(PROBLEM TO SOLVE) In the data below, find every line that has the string "white", and copy it.
----------
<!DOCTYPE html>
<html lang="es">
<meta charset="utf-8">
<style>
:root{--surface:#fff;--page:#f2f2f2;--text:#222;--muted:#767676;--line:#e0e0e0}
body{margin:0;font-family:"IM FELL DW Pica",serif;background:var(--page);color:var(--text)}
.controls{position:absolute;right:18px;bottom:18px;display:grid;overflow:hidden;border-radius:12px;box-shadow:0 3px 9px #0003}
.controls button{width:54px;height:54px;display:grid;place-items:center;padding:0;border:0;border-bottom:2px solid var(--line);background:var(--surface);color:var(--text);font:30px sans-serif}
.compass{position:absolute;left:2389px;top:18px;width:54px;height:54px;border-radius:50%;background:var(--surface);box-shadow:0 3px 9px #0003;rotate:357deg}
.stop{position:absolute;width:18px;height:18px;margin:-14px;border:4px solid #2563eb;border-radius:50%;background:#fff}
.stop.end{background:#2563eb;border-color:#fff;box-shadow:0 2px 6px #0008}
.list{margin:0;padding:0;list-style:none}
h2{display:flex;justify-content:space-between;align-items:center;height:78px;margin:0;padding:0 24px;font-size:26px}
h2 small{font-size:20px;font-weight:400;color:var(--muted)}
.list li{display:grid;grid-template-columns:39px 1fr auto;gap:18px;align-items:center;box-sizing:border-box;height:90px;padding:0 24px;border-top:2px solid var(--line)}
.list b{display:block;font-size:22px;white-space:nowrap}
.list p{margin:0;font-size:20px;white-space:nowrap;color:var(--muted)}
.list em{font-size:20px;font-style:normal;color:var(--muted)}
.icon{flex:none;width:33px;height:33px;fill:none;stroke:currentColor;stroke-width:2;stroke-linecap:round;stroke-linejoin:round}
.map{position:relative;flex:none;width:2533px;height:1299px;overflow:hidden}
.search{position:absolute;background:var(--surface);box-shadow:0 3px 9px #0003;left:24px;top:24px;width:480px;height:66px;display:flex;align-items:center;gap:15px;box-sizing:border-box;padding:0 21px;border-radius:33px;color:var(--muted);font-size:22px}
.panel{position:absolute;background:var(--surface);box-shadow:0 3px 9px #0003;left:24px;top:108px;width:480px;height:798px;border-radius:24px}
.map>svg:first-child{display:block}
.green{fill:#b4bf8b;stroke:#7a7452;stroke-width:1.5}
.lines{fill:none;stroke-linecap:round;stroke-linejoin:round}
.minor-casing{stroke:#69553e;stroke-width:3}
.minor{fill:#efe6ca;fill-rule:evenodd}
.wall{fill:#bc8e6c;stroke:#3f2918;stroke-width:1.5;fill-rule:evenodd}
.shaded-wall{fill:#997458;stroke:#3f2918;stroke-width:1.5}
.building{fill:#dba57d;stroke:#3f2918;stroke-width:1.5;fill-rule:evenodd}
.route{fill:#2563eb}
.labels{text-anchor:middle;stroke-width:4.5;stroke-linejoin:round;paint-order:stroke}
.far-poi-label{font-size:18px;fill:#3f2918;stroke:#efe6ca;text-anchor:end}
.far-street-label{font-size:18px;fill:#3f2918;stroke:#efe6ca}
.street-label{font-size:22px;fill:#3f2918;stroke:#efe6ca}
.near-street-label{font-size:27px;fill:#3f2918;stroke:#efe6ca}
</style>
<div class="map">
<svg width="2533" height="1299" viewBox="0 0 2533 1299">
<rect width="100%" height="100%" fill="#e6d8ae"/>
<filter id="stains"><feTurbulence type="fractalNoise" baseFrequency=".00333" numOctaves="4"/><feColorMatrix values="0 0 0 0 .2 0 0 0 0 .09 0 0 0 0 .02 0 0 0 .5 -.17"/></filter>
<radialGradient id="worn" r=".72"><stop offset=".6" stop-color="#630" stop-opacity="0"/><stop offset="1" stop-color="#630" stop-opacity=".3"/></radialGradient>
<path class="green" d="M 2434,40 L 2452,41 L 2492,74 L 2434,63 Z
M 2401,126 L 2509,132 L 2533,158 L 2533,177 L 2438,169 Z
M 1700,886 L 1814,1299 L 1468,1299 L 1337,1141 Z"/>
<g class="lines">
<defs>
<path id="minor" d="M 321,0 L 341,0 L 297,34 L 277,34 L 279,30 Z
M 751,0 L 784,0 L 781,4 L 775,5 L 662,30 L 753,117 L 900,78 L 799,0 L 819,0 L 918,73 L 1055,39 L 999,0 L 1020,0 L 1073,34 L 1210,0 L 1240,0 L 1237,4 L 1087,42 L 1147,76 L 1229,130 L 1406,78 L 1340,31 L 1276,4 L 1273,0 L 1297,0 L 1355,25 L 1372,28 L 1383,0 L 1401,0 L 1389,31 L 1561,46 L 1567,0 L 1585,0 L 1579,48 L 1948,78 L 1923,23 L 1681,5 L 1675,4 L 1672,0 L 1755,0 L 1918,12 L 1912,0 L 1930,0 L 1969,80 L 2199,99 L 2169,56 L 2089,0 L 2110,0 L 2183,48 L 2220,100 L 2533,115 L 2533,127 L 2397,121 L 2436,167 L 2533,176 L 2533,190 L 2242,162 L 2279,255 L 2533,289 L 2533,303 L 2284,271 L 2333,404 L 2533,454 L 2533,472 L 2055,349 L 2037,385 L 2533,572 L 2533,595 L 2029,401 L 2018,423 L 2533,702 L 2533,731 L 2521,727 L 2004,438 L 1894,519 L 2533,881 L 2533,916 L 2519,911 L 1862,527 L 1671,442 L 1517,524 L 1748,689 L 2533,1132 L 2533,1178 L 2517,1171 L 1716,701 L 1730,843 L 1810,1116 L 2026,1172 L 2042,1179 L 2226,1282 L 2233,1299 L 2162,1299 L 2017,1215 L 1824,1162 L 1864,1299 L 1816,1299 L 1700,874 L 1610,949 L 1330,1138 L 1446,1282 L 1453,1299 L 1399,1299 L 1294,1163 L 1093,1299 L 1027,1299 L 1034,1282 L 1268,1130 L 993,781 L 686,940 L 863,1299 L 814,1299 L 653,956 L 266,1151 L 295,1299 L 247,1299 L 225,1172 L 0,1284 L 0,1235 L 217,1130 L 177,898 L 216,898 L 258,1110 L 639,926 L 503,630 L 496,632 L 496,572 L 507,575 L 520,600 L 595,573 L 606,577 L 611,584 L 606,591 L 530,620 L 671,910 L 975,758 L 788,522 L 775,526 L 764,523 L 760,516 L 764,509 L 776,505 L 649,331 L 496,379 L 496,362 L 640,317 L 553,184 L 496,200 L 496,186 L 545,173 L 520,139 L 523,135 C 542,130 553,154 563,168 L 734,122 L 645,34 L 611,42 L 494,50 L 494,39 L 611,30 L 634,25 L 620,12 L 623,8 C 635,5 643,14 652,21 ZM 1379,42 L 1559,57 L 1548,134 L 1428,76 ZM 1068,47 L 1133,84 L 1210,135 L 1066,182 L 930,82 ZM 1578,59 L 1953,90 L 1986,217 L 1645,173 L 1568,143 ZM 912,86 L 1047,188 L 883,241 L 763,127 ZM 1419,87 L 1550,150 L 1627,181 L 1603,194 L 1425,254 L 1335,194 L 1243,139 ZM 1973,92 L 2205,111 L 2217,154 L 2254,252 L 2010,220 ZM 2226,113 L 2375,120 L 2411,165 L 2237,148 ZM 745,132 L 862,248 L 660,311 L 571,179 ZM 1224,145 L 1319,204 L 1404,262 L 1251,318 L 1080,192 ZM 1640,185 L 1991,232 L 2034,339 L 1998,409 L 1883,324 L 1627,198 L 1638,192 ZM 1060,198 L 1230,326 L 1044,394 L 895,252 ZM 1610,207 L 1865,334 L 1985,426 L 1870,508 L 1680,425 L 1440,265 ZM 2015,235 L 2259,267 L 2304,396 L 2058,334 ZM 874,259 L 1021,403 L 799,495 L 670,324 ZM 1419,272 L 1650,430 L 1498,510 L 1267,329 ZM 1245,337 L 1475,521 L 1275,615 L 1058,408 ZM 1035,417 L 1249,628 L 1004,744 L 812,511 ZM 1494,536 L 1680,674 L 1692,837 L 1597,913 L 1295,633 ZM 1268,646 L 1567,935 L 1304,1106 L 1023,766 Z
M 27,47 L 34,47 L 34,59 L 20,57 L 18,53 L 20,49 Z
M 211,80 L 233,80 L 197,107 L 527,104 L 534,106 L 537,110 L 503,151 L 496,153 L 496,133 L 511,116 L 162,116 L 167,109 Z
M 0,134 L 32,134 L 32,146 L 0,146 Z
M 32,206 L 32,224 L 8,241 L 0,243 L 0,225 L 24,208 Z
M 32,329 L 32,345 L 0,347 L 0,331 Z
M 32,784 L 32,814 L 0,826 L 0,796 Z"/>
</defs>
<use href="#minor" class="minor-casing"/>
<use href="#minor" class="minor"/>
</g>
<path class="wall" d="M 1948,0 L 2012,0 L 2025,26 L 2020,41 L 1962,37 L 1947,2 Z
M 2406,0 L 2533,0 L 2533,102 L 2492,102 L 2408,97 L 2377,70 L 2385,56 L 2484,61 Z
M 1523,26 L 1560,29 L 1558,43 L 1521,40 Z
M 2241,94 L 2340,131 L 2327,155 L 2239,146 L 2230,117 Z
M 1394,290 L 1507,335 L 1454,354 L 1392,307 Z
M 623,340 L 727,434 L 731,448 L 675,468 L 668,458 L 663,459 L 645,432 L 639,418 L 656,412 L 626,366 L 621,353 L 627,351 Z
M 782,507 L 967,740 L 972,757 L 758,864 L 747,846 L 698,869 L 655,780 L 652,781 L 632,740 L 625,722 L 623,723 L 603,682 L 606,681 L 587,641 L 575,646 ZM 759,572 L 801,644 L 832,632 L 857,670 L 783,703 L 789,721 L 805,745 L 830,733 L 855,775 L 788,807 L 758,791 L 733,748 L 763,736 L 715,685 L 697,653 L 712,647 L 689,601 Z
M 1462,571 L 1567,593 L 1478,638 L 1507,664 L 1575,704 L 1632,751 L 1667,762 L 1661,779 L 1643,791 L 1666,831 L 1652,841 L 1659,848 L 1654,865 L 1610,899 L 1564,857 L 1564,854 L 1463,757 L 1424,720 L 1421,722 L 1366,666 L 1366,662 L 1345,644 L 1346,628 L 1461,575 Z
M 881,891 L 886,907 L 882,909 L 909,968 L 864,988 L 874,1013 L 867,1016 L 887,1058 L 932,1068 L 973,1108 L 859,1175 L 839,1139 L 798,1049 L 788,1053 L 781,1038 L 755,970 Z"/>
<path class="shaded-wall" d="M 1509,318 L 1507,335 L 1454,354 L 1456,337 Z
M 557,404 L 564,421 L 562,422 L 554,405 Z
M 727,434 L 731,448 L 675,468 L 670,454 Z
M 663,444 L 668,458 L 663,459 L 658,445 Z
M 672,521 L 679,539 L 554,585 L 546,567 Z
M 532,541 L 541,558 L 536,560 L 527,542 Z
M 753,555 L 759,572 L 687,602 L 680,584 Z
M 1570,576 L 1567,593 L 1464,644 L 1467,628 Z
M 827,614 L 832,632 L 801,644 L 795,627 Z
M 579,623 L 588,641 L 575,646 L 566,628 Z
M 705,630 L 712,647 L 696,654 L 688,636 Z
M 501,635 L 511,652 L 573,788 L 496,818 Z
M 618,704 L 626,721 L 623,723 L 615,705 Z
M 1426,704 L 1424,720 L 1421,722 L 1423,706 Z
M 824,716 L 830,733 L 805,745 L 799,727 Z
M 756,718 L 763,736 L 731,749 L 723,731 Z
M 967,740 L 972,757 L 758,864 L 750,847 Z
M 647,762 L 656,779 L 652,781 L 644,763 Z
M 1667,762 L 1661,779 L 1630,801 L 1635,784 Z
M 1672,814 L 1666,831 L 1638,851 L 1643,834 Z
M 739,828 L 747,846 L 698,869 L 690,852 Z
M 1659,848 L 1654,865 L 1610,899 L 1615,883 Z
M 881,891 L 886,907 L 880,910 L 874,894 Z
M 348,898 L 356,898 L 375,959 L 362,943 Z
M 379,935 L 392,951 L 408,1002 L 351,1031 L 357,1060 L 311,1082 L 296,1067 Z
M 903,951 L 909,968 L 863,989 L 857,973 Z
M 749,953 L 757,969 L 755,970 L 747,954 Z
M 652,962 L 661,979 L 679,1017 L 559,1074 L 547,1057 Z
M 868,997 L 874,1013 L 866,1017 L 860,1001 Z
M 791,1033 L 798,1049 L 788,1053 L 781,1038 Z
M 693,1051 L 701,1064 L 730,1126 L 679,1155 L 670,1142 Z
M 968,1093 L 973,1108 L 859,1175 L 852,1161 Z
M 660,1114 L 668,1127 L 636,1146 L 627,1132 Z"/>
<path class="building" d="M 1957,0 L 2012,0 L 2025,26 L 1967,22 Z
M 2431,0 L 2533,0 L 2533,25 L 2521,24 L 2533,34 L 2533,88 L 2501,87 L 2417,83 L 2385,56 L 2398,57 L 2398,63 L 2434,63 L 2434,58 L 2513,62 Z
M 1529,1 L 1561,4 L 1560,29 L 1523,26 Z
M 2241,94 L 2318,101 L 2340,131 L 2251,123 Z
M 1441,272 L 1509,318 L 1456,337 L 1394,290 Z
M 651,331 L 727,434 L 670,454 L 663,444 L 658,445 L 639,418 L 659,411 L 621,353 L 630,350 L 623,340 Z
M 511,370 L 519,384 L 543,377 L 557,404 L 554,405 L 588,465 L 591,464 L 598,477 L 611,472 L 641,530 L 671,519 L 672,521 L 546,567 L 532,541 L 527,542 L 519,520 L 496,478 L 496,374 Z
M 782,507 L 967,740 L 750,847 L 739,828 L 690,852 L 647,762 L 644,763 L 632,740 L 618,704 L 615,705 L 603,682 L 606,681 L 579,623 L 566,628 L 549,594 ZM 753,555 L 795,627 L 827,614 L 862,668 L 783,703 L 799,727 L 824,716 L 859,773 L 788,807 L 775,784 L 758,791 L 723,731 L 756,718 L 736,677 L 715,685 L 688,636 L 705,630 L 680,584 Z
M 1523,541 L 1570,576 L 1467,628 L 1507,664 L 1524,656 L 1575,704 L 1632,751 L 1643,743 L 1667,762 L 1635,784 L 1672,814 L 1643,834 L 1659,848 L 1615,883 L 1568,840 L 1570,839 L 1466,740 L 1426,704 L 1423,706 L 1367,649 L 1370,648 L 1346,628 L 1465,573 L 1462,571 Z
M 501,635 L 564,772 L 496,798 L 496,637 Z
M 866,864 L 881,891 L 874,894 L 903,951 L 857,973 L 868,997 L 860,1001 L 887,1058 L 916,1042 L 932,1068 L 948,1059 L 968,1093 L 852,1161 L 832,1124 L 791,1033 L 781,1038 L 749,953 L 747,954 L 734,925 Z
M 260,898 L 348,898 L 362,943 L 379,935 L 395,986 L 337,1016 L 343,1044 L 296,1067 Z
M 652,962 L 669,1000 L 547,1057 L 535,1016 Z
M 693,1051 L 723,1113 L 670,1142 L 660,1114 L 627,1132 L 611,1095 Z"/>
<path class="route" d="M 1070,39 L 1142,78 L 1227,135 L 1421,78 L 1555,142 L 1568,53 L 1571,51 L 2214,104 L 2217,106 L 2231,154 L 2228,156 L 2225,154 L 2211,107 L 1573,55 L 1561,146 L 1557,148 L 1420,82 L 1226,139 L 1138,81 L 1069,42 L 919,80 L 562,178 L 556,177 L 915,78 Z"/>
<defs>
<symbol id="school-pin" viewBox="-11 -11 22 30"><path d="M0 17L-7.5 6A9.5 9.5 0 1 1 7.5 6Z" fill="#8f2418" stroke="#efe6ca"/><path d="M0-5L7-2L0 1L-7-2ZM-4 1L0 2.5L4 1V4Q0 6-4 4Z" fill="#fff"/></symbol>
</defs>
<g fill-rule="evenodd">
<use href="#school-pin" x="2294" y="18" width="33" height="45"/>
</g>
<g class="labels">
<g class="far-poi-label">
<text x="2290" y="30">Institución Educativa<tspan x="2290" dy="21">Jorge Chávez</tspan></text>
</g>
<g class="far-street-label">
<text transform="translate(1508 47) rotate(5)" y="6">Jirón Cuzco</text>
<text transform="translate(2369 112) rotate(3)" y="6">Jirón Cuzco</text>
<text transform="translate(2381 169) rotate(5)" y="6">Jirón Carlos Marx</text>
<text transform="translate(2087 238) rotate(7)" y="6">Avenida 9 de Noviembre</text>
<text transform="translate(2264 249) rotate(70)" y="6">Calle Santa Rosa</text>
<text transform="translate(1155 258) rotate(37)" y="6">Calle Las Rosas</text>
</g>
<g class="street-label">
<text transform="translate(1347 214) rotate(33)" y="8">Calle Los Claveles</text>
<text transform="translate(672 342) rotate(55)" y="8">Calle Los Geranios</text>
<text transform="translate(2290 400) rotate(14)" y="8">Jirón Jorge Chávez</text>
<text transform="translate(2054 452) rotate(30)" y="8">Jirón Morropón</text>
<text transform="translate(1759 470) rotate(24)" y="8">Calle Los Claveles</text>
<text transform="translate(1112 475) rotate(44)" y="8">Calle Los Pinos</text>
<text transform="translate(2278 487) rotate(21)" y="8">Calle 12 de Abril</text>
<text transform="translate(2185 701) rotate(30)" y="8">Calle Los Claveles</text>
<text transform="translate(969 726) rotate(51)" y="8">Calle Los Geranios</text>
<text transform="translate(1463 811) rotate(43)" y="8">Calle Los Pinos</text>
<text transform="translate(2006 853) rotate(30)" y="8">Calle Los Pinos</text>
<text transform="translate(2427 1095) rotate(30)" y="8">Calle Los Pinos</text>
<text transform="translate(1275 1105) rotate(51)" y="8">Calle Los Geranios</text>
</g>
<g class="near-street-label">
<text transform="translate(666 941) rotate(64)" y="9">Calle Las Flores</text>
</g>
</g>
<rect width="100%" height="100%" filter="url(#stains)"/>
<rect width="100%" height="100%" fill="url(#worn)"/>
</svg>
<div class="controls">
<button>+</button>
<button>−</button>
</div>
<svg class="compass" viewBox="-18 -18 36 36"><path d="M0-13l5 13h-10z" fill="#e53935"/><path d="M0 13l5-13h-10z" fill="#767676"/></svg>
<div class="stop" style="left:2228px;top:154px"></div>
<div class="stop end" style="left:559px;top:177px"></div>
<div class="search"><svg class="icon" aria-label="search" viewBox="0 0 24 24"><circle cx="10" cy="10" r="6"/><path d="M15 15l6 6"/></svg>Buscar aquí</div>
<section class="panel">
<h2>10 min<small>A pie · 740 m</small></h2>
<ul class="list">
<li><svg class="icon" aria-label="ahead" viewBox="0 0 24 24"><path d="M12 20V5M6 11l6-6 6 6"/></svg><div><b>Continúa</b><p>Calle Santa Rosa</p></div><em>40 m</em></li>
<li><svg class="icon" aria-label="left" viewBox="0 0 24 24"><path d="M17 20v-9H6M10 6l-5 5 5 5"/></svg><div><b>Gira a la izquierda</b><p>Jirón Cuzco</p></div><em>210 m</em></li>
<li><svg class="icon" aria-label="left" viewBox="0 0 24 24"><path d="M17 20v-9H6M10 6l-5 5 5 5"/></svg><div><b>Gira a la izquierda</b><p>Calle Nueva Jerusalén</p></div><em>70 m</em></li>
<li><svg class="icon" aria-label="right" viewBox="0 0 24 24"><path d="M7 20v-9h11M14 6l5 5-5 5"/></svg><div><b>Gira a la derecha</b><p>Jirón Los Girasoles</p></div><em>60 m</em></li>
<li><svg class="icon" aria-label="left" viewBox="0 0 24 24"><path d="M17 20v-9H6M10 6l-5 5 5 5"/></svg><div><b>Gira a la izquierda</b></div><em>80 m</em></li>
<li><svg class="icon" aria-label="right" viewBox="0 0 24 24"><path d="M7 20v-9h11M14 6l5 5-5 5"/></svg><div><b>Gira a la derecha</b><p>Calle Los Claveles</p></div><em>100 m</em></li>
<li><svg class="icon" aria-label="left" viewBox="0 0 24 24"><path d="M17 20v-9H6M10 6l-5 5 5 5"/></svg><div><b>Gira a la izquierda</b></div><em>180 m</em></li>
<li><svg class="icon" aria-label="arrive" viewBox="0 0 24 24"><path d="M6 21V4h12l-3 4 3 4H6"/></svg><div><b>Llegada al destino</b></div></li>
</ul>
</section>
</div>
----------
(SOLUTION)
.list b{display:block;font-size:22px;white-space:nowrap}
.list p{margin:0;font-size:20px;white-space:nowrap;color:var(--muted)}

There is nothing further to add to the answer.